The argument here is uncomplicated, but buried. How does the Modern Rendition fare?

How does the struggle for existence influence variation? Does selection—so potent in human hands—apply in nature? I think it does, most effectively. Recall the strength of heredity and the endless peculiarities in domesticated organisms, and to a lesser extent wild organisms. (Under domestication the whole organization becomes somewhat plastic.) Also recall the complex and close-fitting relationships of all organisms to one another and to their physical environments. If variations useful to humans have occurred, then surely variations useful to each organism in the great and complex battle of life also sometimes occur in the course of thousands of generations. Accepting this and adding that many more individuals are born than can possibly survive, can it be doubted that those with even a slight advantage will have the best chance of surviving and propagating their kind? Moreover, it is certain that even slightly detrimental variations are destroyed. I call this preservation of favorable variations and rejection of detrimental variations “natural selection” (p. 50).

Again, not a complete rewrite, but a reorganization and tightening up to bring the argument into focus.

Ruse admits, ‟Perhaps I was just the wrong person to ask to review this book,” commenting that he thinks "Darwin writes well." But this book isn’t for philosophers of science who have engaged with Darwin’s prose their entire careers.
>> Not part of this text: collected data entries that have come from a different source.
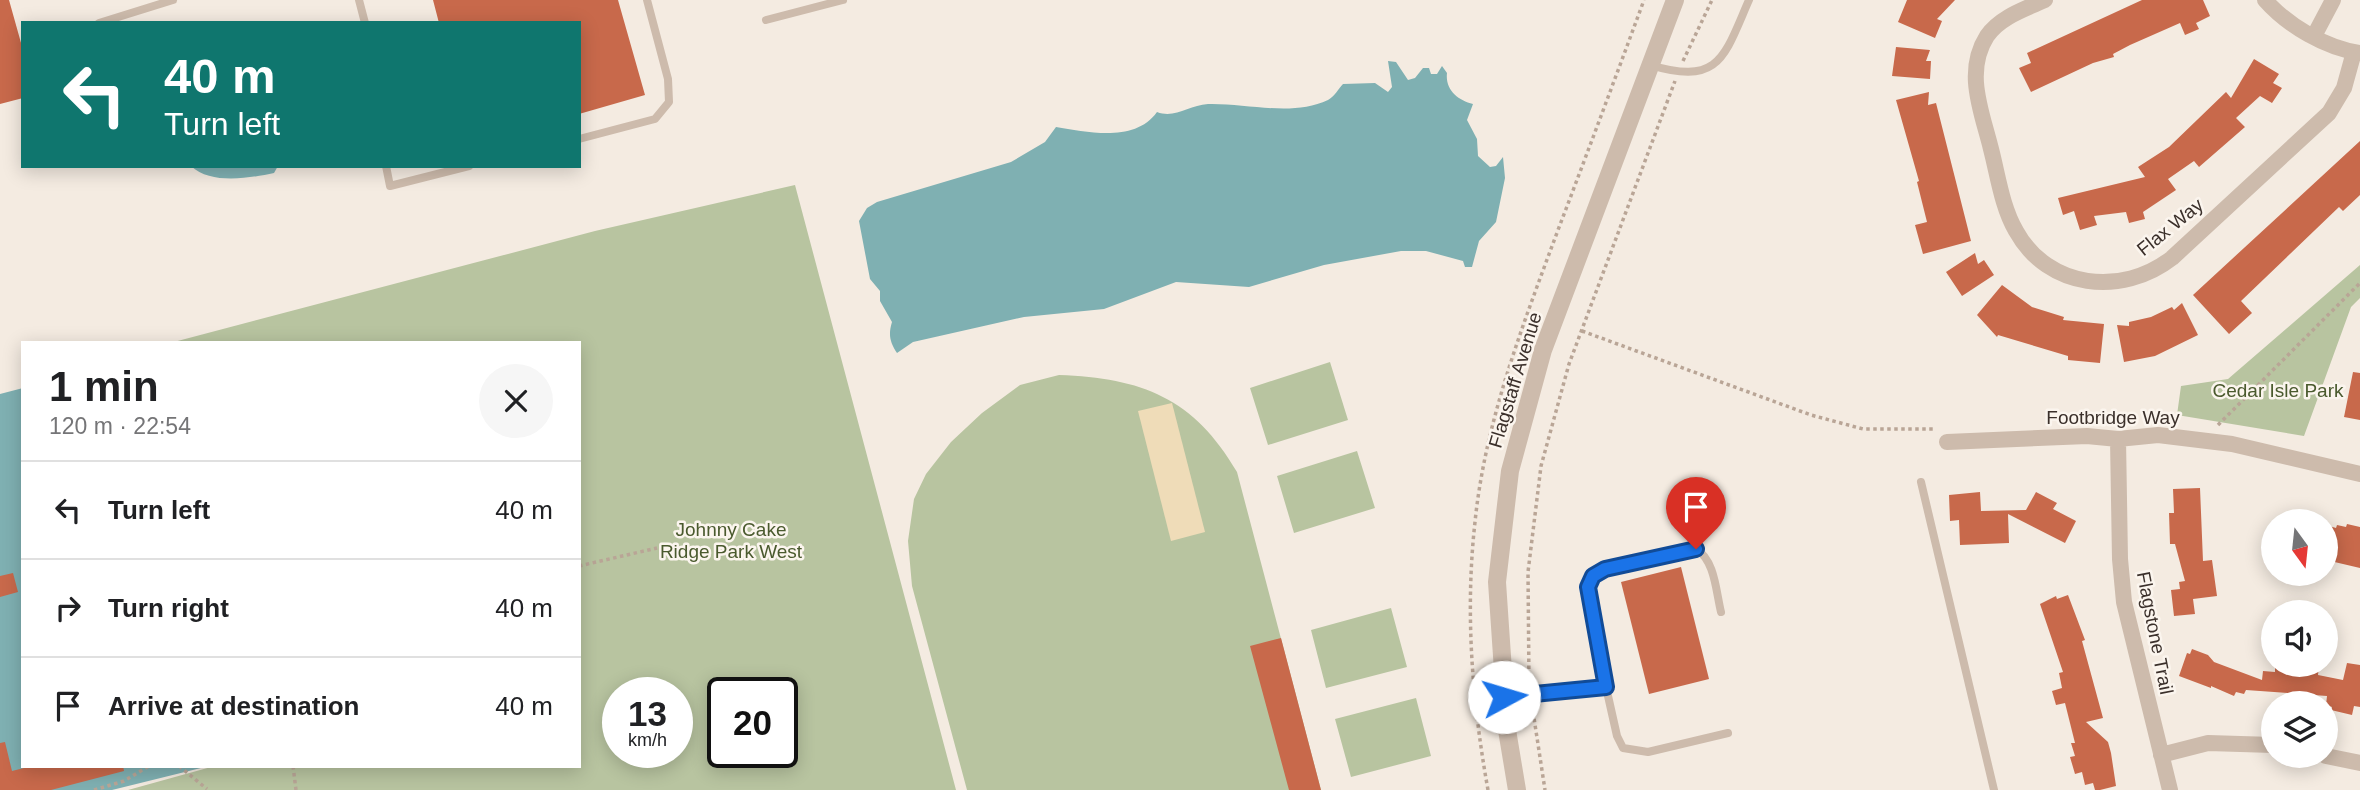 <!DOCTYPE html>
<meta charset="utf-8">
<style>
:root{--surface:#fff;--page:#f6f6f6;--text:#202124;--muted:#757577;--line:#e0e0e0}
body{margin:0;font-family:Arial,sans-serif;background:var(--page);color:var(--text);height:100vh;display:flex;flex-direction:column;font-size:26px;white-space:nowrap}
*{box-sizing:border-box;margin:0}
p{font-size:23px;color:var(--muted)}
.icon{flex:none;width:38px;height:38px;fill:none;stroke:currentColor;stroke-width:2;stroke-linecap:round;stroke-linejoin:round}
.map{position:relative;flex:1;overflow:hidden}
.drawer{position:absolute;left:21px;top:341px;width:560px;height:427px;display:flex;flex-direction:column;background:var(--surface);border-radius:0px;box-shadow:0 4px 18px #0003}
.drawer>*{flex:none}
.top-card{position:absolute;left:21px;top:21px;width:560px;height:147px;border-radius:0px;box-shadow:0 4px 18px #0003;background:#0f766e;color:#fff;overflow:hidden}
.needle{width:46px;rotate:165deg}
.fabs{position:absolute;left:2261px;top:509px;display:grid;gap:14px}
.fabs a{display:grid;place-items:center;width:77px;height:77px;border-radius:50%;background:var(--surface);box-shadow:0 4px 18px #0003;font-size:35px}
.speed{position:absolute;left:602px;top:677px;display:flex;gap:14px;font-size:35px;font-weight:700;text-align:center}
.speed>*{display:grid;place-content:center;width:91px;height:91px;border-radius:50%;background:var(--surface);box-shadow:0 4px 18px #0003;line-height:1}
.speed small{font-size:18px;font-weight:400}
.speed .limit{border:4px solid #111;border-radius:10px;background:#fff;color:#111}
.pin{position:absolute;display:grid;place-items:center;width:60px;height:60px;color:#fff;margin:-72px -30px;border-radius:50% 50% 50% 0;rotate:-45deg;box-shadow:0 0 7px #0007}
.pin .icon{rotate:45deg}
.me{position:absolute;width:77px;margin:-38px;rotate:84deg;stroke-linejoin:round;filter:drop-shadow(0 0 5px #0008)}
.turn{display:flex;align-items:center;gap:24px;height:147px;padding:0 28px;font-size:32px}
.turn .icon{width:91px;height:91px;stroke-width:2.5}
.turn b{display:block;font-size:49px;line-height:60px}
.round{display:grid;place-items:center;flex:none;width:74px;height:74px;border-radius:37px;background:var(--page)}
.head{display:flex;align-items:center;justify-content:space-between;height:119px;padding:0 28px}
h1{font-size:42px;font-weight:700;line-height:52px}
ul{padding:0;list-style:none}
li{display:flex;align-items:center;gap:21px;height:98px;padding:0 28px;border-top:2px solid var(--line)}
li div{flex:1}
li b{display:block;font-size:26px}
li em{font-style:normal}
.map>svg:first-child{display:block}
.green{fill:#b8c4a0;fill-rule:evenodd}
.sand{fill:#efdcb8}
.water{fill:#7fb0b2}
.building{fill:#c8694b}
.lines{fill:none;stroke-linecap:round;stroke-linejoin:round}
.path{stroke:#b9a596;stroke-width:3.5;stroke-dasharray:3.5 3.5;stroke-linecap:butt}
.service{stroke:#cdbbac;stroke-width:8}
.minor{stroke:#cdbbac;stroke-width:16}
.tertiary{stroke:#cdbbac;stroke-width:18}
.route-casing{stroke:#114b97;stroke-width:18}
.route{stroke:#1a73e8;stroke-width:12}
.labels{text-anchor:middle;dominant-baseline:central;stroke-width:5;stroke-linejoin:round;paint-order:stroke}
.street-label{font-size:19px;fill:#3b302b;stroke:#fbf5ee}
.park-label{font-size:19px;fill:#4a5a2e;stroke:#fbf5ee}
</style>
<div class="map">
<svg width="2360" height="790" viewBox="0 0 2360 790">
<rect width="100%" height="100%" fill="#f4ebe1"/>
<path class="green" d="M795,185l161,605h-828l83,-23 368,-1v-423h-409l425,-112zM677,693v59h-59v-59zM723,693h59v59h-59z
M2360,265v33l-9,9 -47,129 -127,-21 4,-29 47,-7z
M1330,362l18,58 -80,25 -18,-57z
M1059,375c83,3 135,23 178,97l84,318h-354l-55,-204 -4,-45 6,-42 12,-25 25,-32 31,-29 38,-28z
M1357,451l18,57 -81,25 -17,-57z
M1391,608l16,59 -81,21 -15,-58z
M1416,698l15,58 -80,21 -16,-58z"/>
<path class="sand" d="M1172,403l33,129 -34,9 -33,-130z"/>
<path class="water" d="M1388,61l8,1 12,18 7,-2 8,-10h6l2,6h6l5,-8 5,7c-2,17 11,27 26,31l-6,16 10,19 1,17 12,11 6,-1 7,-9 2,21 -9,44 -17,19 -7,26h-7l-2,-6 -37,-10h-25l-77,14 -75,22 -73,-5 -72,27 -80,8 -111,25 -16,11c-7,-11 -9,-18 -5,-31l-12,-21v-10l-10,-12 -11,-58 8,-13 10,-6 134,-40 34,-20 11,-15c32,5 79,16 101,-15 18,7 32,-7 51,-8 39,-1 84,13 120,-4 6,-3 11,-12 15,-16l32,-1 13,9 4,-5z
M191,166h87l-4,7c-24,5 -63,12 -83,-7z
M23,388v378l182,1 -93,23h-112v-396z"/>
<path class="building" d="M0,0h9l14,50v48l-23,6z
M433,0h185l27,95 -66,19v-91h-140z
M1907,0h48l-18,19 5,2 -7,17 -37,-16z
M2142,0h61l7,16 -14,7 3,6 -14,6 -5,-12 -50,22 -17,9 1,3 -21,6 -62,29 -12,-24 12,-5 -4,-10z
M1896,47l34,3 -4,11h5l-1,18 -38,-3z
M2254,59l25,15 -6,9 9,5 -10,15 -12,-7 -24,22 9,9 -46,40 -5,-6 -26,18 8,11 -33,22 2,7 -16,4 -3,-11 -32,4 3,9 -17,5 -6,-19 -11,4 -5,-17 87,-21 -7,-10 31,-20 57,-55 5,6z
M1929,92l-1,13 8,-2 35,138 -48,13 -8,-29 12,-3 -10,-40 2,-1 -23,-81z
M2360,141v54l-17,16 -4,-4 -98,94 11,12 -23,21 -36,-39z
M1975,253l3,11 6,-4 10,15 -32,21 -16,-24z
M2002,285l30,22 32,10 -1,3 41,4 -4,39 -32,-3v-4l-70,-21 -1,2 -20,-22z
M2182,303l16,32 -43,21 -31,6 -7,-37 12,1v-4l22,-5 21,-10 2,3z
M2353,372l7,1v47l-16,-3z
M2200,488l3,73 9,-1 5,36 -24,3 2,15 -21,2 -3,-26 9,-1 -1,-7 6,-1 -10,-37h-5l-1,-31h5l-1,-24z
M1980,492l1,19 45,-1 10,-18 21,11 -4,6 23,12 -11,22 -57,-29 1,29 -49,2 -1,-25 -9,1 -1,-26z
M2347,524l13,3v41l-34,-8v-35l10,3 1,-3 9,2z
M1681,567l28,112 -60,15 -28,-112z
M13,573l5,19 -18,5v-21z
M2068,595l17,45 -3,1 21,77 -17,4 22,20 3,11 5,33 -16,4h-5l-2,-7 -8,2 -3,-13 -7,2 -5,-17 5,-1 -4,-13h4l-10,-40 -9,2 -4,-14 10,-3 -3,-15 4,-1 -23,-68 16,-8 1,3z
M1281,638l40,152h-32l-39,-144z
M2192,649l16,6 6,7 48,18 1,-9 12,1v-6l44,-1 -1,10 25,5 4,-17 13,2v42l-6,-1 -2,9 -21,-5 1,-3 -6,-2 1,-9 -81,-6 -2,4 -8,-2 -2,4 -23,-10v2l-32,-12 8,-23 3,1z
M5,742l7,29 20,-5h91l1,5 -73,19h-51v-47z"/>
<g class="lines">
<path class="path" d="M1683,61l29,-61
M1582,331l229,84 52,14h73
M2218,425l142,-142
M579,566l78,-18
M1529,683l-1,-111 13,-106 28,-102 106,-283
M1532,705l13,85
M179,766l28,23
M293,766l3,24
M94,790l30,-9 25,-15
M1488,790c-16,-89 -23,-178 -13,-268 10,-99 46,-192 80,-284 30,-79 60,-159 89,-238"/>
<path class="service" d="M359,0l6,23
M766,20l77,-20
M99,23l74,-23
M1650,65c70,21 74,-8 99,-65
M579,139l76,-20 14,-17 -1,-23 -21,-79
M386,166l4,20 79,-20
M1921,482l73,308
M1606,687l11,49 6,12 25,4 80,-19
M1504,697l102,-10 -18,-100 5,-11 12,-7 91,-20c19,11 20,43 25,63"/>
<path class="minor" d="M2045,0c-20,9 -45,17 -58,36 -23,36 -5,76 4,113 7,27 11,58 25,82 32,58 106,66 156,27l157,-145 15,-25 10,-36
M2265,0c23,26 61,48 95,53
M2314,36l19,-36
M2118,439l2,120 4,43 46,188
M1947,442l140,-6 31,3 40,-4 74,9 128,30
M2161,755l47,-12 65,2
M2326,756l34,7"/>
<path class="tertiary" d="M1517,790l-10,-60 -10,-148 13,-111 33,-121 132,-350"/>
</g>
<g class="lines">
<defs>
<path id="route" d="M1504,697l102,-10 -18,-100 5,-11 12,-7 91,-20"/>
</defs>
<use href="#route" class="route-casing"/>
<use href="#route" class="route"/>
</g>
<g class="labels">
<g class="street-label">
<text transform="translate(2170 227) rotate(-39)">Flax Way</text>
<text transform="translate(1515 380) rotate(-73)">Flagstaff Avenue</text>
<text x="2113" y="417">Footbridge Way</text>
<text transform="translate(2155 633) rotate(79)">Flagstone Trail</text>
</g>
<g class="park-label">
<text x="2278" y="390">Cedar Isle Park</text>
<text x="731" y="529">Johnny Cake<tspan x="731" dy="22">Ridge Park West</tspan></text>
</g>
</g>
</svg>
<div class="fabs">
<a><svg class="needle" viewBox="-14 -14 28 28"><path d="M0-13l5 13h-10z" fill="#e53935"/><path d="M0 13l5-13h-10z" fill="#757577"/></svg></a>
<a><svg class="icon" aria-label="sound" viewBox="0 0 24 24"><path d="M4 9h4l5-4v14l-5-4H4zM17 9q2 3 0 6"/></svg></a>
<a><svg class="icon" aria-label="layers" viewBox="0 0 24 24"><path d="M12 4l9 5-9 5-9-5zM3 14l9 5 9-5"/></svg></a>
</div>
<div class="speed"><div>13<small>km/h</small></div><div class="limit">20</div></div>
<div class="pin" style="left:1696px;top:549px;background:#d93025"><svg class="icon" aria-label="arrive" viewBox="0 0 24 24"><path d="M6 21V4h12l-3 4 3 4H6"/></svg></div>
<svg class="me" style="left:1504px;top:697px" viewBox="-20 -20 40 40"><circle r="19" fill="#fff"/><path d="M0-13L10 11 0 6-10 11z" fill="#1a73e8"/></svg>
<div class="top-card">
<div class="turn"><svg class="icon" aria-label="left" viewBox="0 0 24 24"><path d="M17 20v-9H6M10 6l-5 5 5 5"/></svg><div><b>40 m</b>Turn left</div></div>
</div>
<section class="drawer">
<div class="head"><div><h1>1 min</h1><p>120 m · 22:54</p></div><a class="round"><svg class="icon" aria-label="close" viewBox="0 0 24 24"><path d="M6 6l12 12M18 6L6 18"/></svg></a></div>
<ul>
<li><svg class="icon" aria-label="left" viewBox="0 0 24 24"><path d="M17 20v-9H6M10 6l-5 5 5 5"/></svg><div><b>Turn left</b></div><em>40 m</em></li>
<li><svg class="icon" aria-label="right" viewBox="0 0 24 24"><path d="M7 20v-9h11M14 6l5 5-5 5"/></svg><div><b>Turn right</b></div><em>40 m</em></li>
<li><svg class="icon" aria-label="arrive" viewBox="0 0 24 24"><path d="M6 21V4h12l-3 4 3 4H6"/></svg><div><b>Arrive at destination</b></div><em>40 m</em></li>
</ul>
</section>
</div>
Consider instead the perspective of a student who finds Origin daunting, as I did, or perhaps someone who has never even read Origin! For readers interested in the still-fresh ideas, the brilliant concepts, and the argument itself, the language of the original can prove little more than a hurdle to understanding. The Modern Rendition aims to bring the content of Origin to the broad audience it so deserves.

 

ABOUT THE AUTHOR          

Daniel Duzdevich is a Ph.D. candidate in the Department of Biological Sciences at Columbia University. He is a 2012 recipient of an award from the Paul and Daisy Soros Fellowships for New Americans and more recently a Josephine de Kármán Fellowship, both in support of his ongoing research into how cells make copies of their DNA.